INPUT DATA:
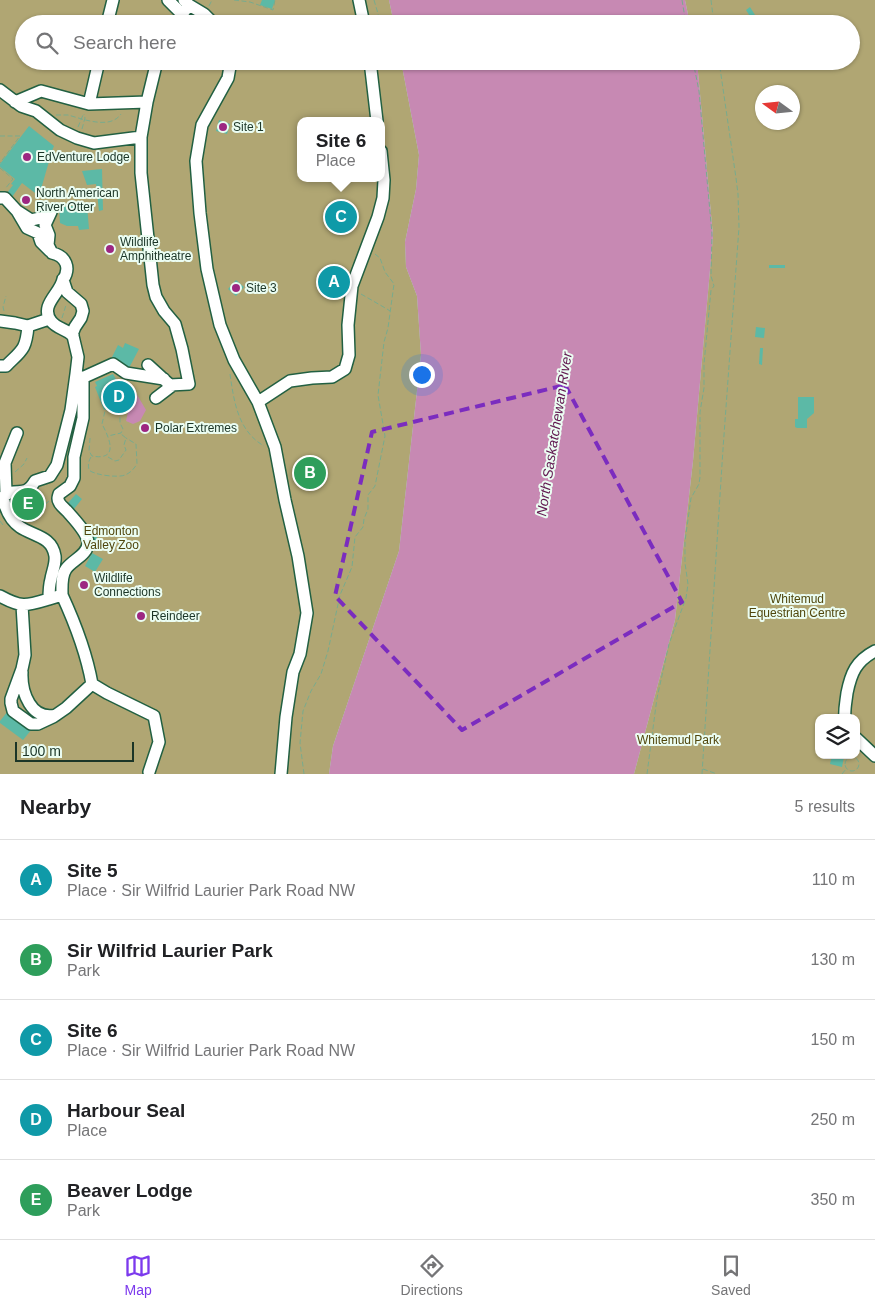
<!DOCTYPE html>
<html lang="en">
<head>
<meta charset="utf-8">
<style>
	body { margin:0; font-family:Helvetica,sans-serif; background:#f2f2f2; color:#202124 }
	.controls { position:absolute; right:15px; bottom:15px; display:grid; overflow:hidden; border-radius:10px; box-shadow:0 1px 4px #0004 }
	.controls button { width:45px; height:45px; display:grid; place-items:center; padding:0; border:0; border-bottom:1px solid #e0e0e0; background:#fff; color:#202124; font:25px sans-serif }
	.compass { position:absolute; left:755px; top:85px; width:45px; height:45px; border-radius:50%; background:#fff; box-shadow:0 1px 4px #0004; rotate:285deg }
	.scale { position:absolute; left:15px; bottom:12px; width:119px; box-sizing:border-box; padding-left:5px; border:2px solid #1b3527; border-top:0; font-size:14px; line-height:18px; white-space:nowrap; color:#1b3527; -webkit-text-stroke:4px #ebfdf2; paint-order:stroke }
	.you { position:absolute; left:421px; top:374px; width:18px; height:18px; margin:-12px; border:4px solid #fff; border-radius:50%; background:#1a73e8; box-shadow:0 0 0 8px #1a73e833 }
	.badge { display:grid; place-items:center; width:32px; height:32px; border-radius:50%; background:#7c3aed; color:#fff; font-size:16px; font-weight:700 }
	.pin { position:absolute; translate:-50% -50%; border:2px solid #fff; box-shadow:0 1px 5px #0006 }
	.popup { position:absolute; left:297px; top:117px; width:88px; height:65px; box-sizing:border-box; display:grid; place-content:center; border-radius:10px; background:#fff; filter:drop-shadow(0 1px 4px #0005); font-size:16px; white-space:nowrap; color:#757577 }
	.popup b { font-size:19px; color:#202124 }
	.popup::after { content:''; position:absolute; left:50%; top:100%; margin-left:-10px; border:10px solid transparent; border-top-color:#fff }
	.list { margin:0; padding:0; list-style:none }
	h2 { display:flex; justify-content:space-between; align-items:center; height:65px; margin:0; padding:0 20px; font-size:21px }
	h2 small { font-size:16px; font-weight:400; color:#757577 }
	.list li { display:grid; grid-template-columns:32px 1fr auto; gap:15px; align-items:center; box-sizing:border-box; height:80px; padding:0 20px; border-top:1px solid #e0e0e0 }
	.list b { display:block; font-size:19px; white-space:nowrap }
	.list p { margin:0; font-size:16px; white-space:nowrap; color:#757577 }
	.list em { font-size:16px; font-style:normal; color:#757577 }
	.icon { flex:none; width:28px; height:28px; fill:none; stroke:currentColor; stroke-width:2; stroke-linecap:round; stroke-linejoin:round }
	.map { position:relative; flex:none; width:875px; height:774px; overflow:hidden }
	.search { position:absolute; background:#fff; box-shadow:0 1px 4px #0004; left:15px; right:15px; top:15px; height:55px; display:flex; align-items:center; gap:12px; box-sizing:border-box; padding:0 18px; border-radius:28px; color:#757577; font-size:19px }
	.sheet { height:465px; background:#fff }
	nav { display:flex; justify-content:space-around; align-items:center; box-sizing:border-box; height:70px; border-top:1px solid #e0e0e0; background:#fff; font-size:14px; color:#757577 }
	nav a { display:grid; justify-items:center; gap:2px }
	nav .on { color:#7c3aed }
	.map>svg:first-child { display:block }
	.green { fill:#b0a673; fill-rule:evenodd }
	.water { fill:#c789b3 }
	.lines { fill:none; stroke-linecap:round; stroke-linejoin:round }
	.stream { stroke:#c789b3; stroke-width:2.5 }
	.building { fill:#5cb9a6 }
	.minor-casing { stroke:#226042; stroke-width:14 }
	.path { stroke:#78ab8d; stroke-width:1; stroke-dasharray:5 2.5; stroke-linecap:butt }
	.minor { stroke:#fff; stroke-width:11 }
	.marked { fill:none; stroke:#7b2cbf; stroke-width:4; stroke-dasharray:10 6; stroke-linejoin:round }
	.poi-dot { fill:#9d2782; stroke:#ebfdf2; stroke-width:2 }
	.labels { text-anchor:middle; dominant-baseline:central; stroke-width:4; stroke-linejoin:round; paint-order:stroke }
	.poi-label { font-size:12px; fill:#1b3527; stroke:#ebfdf2; text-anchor:start }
	.park-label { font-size:12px; fill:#50460c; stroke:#ebfdf2 }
	.water-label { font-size:14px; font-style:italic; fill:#611850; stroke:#ebfdf2 }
</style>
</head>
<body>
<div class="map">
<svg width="875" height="774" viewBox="0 0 875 774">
	<rect width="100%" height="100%" fill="#a9e8c3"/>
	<path class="green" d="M0 0H177L194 15 197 7 190 0H389L394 24H24V61H401L419 155 416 189 405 242 406 267 417 296 421 355 399 551 333 746 329 774H0ZM301 121H381V178H301Z
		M685 0H875V774H634L675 620 693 461 713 236 697 61H851V24H690ZM762 92H792V122H762ZM819 718H856V755H819Z"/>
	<path class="water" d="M389 0H685L690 24H394Z
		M401 61H697L713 236 693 461 675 620 634 774H329L333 746 399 551 421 355 417 296 406 267 405 242 416 189 419 155Z
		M129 391 136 393 146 410 140 421 133 424 126 421 130 403 124 393Z"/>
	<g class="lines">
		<path class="stream" d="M24 505 38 497"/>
	</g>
	<path class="building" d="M262 0H275L272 9 260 5Z
		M750 7 755 15 751 18 746 10Z
		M219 120 230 124 227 134 216 131Z
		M29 126 54 146 52 151 39 196 22 183 12 197 7 193 13 185 11 184 15 179 0 167V164Z
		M102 169 103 210 99 211 96 184 87 185 82 171Z
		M87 205 89 229 79 230 78 226H67L60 223 59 207Z
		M338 211 347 215 343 224 334 220Z
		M769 265H785V268H769Z
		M329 276 340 278 338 289 327 287Z
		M236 280 244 287 236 296 228 289Z
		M756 327 765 328 764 338 755 337Z
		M125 343 139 349 129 368 111 359 118 345 123 348Z
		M760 348H763L762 365 759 364Z
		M113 374 128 401 104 410 95 387 97 386 95 382Z
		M798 397H814V413L807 419V428H797L795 427V419H798Z
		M76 494 82 499 74 509 67 504Z
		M94 530 99 542 92 544 88 532Z
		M92 553 103 559 95 572 85 566Z
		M8 711 32 729 23 740 0 723V721Z
		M832 755 844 757 842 767 830 764Z"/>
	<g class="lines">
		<g class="minor-casing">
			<path id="minor" d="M168 0 182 14
				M184 0 189 5 204 14 214 24
				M359 0 364 24
				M107 24 113 0
				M175 24 189 5
				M231 61 228 78 202 125 196 161 200 213 207 269 220 325 234 360 258 402 275 447 285 500 298 556 307 613 300 654 293 672 286 717 281 774
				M370 61 377 121
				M0 90 21 106 36 111 60 130 77 138 94 143 141 137 147 102 157 61
				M15 102 41 91 89 104 147 102
				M89 104 99 61
				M141 137V173L153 285 156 297 164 311 175 324 182 349 189 384 170 385 148 365
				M0 198H5L17 211
				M51 212 45 225 49 235 48 245 52 253C66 256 71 268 63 280L67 292 81 304 83 311 81 318 75 327 73 332V336L78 357 76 374 71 410 57 465 50 476 35 481C24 500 16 485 3 497 5 508 10 520 20 527 33 536 52 536 55 556 56 564 52 572 51 579 49 586 49 592 49 599L62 595C62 587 61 576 66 569 72 560 88 555 88 543 88 533 73 518 67 511 64 508 60 505 59 502 57 499 58 498 59 494L70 486 74 478V457L83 418V381L82 378 76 374
				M50 251 41 242 38 233 27 228 17 211 31 220 45 217 51 212
				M63 279C61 293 39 305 51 321 57 329 67 329 73 336
				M0 321 15 323 28 326
				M0 366H6C22 350 26 350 28 326L49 319
				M82 378 113 364 126 373 164 379
				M156 398 173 385
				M258 402 290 381 312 378 332 377 345 369 349 355 348 325 352 286 378 217 383 198 384 180 381 151
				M6 493 5 463 17 433
				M0 596C22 608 26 606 49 599
				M22 605 25 655 22 669 11 699V703L13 711 31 724H38L53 717 66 708 92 684C87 656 74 621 62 595
				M22 672C21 692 31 721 56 715
				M92 684 107 693 154 716 159 742 149 772
				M845 718C844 710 846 702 847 693 851 673 856 661 875 651
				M856 738 875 756"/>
		</g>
		<path class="path" d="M234 0 250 2 273 10 275 0
			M374 0 381 24
			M682 0 686 24
			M711 0 714 24
			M209 6 212 0
			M195 24 197 21
			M380 68 384 69 388 68 389 61
			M56 115C60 115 64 115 68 115 83 119 110 130 121 114
			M78 127 83 115
			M82 129 85 118 84 114
			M382 131 383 141
			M0 136H20L0 163
			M0 168 13 179 5 189
			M361 294 387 309 390 311
			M4 311 3 307 6 296
			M62 318 66 305
			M230 374C234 402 238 431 264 446
			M90 438 89 451 92 456C119 461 110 439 102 424L105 411 117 407 120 410V423L123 429 121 433 108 436
			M91 457C88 462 88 465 89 470 94 475 118 478 125 475 130 473 134 469 137 464L136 444 126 438
			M108 457 115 461 119 460 126 450 124 445 126 438 121 434
			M15 472 24 464 27 458
			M0 521 3 525
			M29 521H34L36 516 34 512 29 510 32 503 41 508 49 501
			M845 764a7 7 0 1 1 14 0a7 7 0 1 1-14 0Z
			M703 769 717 774
			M304 774 300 743 303 711 311 691 321 674 328 651 340 595 352 567 355 537 363 527 364 519 368 509V495L375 486 385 436 378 395 384 342 388 328 394 284 385 272 380 258 375 254
			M647 774 657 698 669 644 686 598 688 584 685 563V541L691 498 699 484 700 477V412L704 388V364L711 290 714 286 711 276 712 234 699 91 693 61
			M702 774 723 449 739 227 738 194 736 178 719 61
			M842 774 846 769"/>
		<use href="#minor" class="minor"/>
	</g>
	<path class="marked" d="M565 385 682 602 462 730 335 596 372 432Z"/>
	<g class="poi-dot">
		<circle cx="223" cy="127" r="5"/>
		<circle cx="27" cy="157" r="5"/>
		<circle cx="26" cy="200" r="5"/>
		<circle cx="110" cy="249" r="5"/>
		<circle cx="236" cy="288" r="5"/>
		<circle cx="145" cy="428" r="5"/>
		<circle cx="84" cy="585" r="5"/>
		<circle cx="141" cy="616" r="5"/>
	</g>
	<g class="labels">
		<g class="poi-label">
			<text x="233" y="127">Site 1</text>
			<text x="37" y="157">EdVenture Lodge</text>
			<text x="36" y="193">North American<tspan x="36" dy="14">River Otter</tspan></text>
			<text x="120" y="242">Wildlife<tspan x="120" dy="14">Amphitheatre</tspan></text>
			<text x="246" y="288">Site 3</text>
			<text x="155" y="428">Polar Extremes</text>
			<text x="94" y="578">Wildlife<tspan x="94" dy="14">Connections</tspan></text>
			<text x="151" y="616">Reindeer</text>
		</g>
		<g class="park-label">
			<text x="111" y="531">Edmonton<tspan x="111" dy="14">Valley Zoo</tspan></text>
			<text x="797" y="599">Whitemud<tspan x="797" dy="14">Equestrian Centre</tspan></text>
			<text x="678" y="740">Whitemud Park</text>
		</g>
		<g class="water-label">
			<text transform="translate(554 434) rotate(-81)">North Saskatchewan River</text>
		</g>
	</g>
</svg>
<div class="controls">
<button><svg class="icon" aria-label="layers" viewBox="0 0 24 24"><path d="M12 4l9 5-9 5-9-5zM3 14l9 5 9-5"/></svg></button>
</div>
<svg class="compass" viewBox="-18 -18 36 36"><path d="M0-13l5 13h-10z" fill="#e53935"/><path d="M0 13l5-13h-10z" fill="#757577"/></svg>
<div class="scale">100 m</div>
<div class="you"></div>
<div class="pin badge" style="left:334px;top:282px;background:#0f9aa8">A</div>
<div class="pin badge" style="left:310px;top:473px;background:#2e9e5b">B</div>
<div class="pin badge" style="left:341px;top:217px;background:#0f9aa8">C</div>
<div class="popup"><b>Site 6</b>Place</div>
<div class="pin badge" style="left:119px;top:397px;background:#0f9aa8">D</div>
<div class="pin badge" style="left:28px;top:504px;background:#2e9e5b">E</div>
<div class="search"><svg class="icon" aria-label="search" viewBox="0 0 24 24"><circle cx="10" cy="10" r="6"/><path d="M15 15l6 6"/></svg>Search here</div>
</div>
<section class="sheet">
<h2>Nearby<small>5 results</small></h2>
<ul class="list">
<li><span class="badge" style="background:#0f9aa8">A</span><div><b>Site 5</b><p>Place · Sir Wilfrid Laurier Park Road NW</p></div><em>110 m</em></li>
<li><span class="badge" style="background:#2e9e5b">B</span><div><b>Sir Wilfrid Laurier Park</b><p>Park</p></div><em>130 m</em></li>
<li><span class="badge" style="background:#0f9aa8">C</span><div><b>Site 6</b><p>Place · Sir Wilfrid Laurier Park Road NW</p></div><em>150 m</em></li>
<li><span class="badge" style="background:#0f9aa8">D</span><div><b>Harbour Seal</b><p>Place</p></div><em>250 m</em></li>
<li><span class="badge" style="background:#2e9e5b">E</span><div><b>Beaver Lodge</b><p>Park</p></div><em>350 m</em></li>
</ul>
</section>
<nav>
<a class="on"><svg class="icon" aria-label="map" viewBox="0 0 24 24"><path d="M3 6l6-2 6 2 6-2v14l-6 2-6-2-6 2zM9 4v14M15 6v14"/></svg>Map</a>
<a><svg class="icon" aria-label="directions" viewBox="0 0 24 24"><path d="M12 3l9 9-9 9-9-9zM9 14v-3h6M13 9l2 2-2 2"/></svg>Directions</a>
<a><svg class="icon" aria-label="saved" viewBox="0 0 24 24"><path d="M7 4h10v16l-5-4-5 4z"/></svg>Saved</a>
</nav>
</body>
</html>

WHAT IS NEEDED: Using the data above, reproduce exactly the lines from the line that contains "M401 61H697L713 236" through the line that contains "M175 24 189 5", including both.

WRITTEN RESPONSE:
		M401 61H697L713 236 693 461 675 620 634 774H329L333 746 399 551 421 355 417 296 406 267 405 242 416 189 419 155Z
		M129 391 136 393 146 410 140 421 133 424 126 421 130 403 124 393Z"/>
	<g class="lines">
		<path class="stream" d="M24 505 38 497"/>
	</g>
	<path class="building" d="M262 0H275L272 9 260 5Z
		M750 7 755 15 751 18 746 10Z
		M219 120 230 124 227 134 216 131Z
		M29 126 54 146 52 151 39 196 22 183 12 197 7 193 13 185 11 184 15 179 0 167V164Z
		M102 169 103 210 99 211 96 184 87 185 82 171Z
		M87 205 89 229 79 230 78 226H67L60 223 59 207Z
		M338 211 347 215 343 224 334 220Z
		M769 265H785V268H769Z
		M329 276 340 278 338 289 327 287Z
		M236 280 244 287 236 296 228 289Z
		M756 327 765 328 764 338 755 337Z
		M125 343 139 349 129 368 111 359 118 345 123 348Z
		M760 348H763L762 365 759 364Z
		M113 374 128 401 104 410 95 387 97 386 95 382Z
		M798 397H814V413L807 419V428H797L795 427V419H798Z
		M76 494 82 499 74 509 67 504Z
		M94 530 99 542 92 544 88 532Z
		M92 553 103 559 95 572 85 566Z
		M8 711 32 729 23 740 0 723V721Z
		M832 755 844 757 842 767 830 764Z"/>
	<g class="lines">
		<g class="minor-casing">
			<path id="minor" d="M168 0 182 14
				M184 0 189 5 204 14 214 24
				M359 0 364 24
				M107 24 113 0
				M175 24 189 5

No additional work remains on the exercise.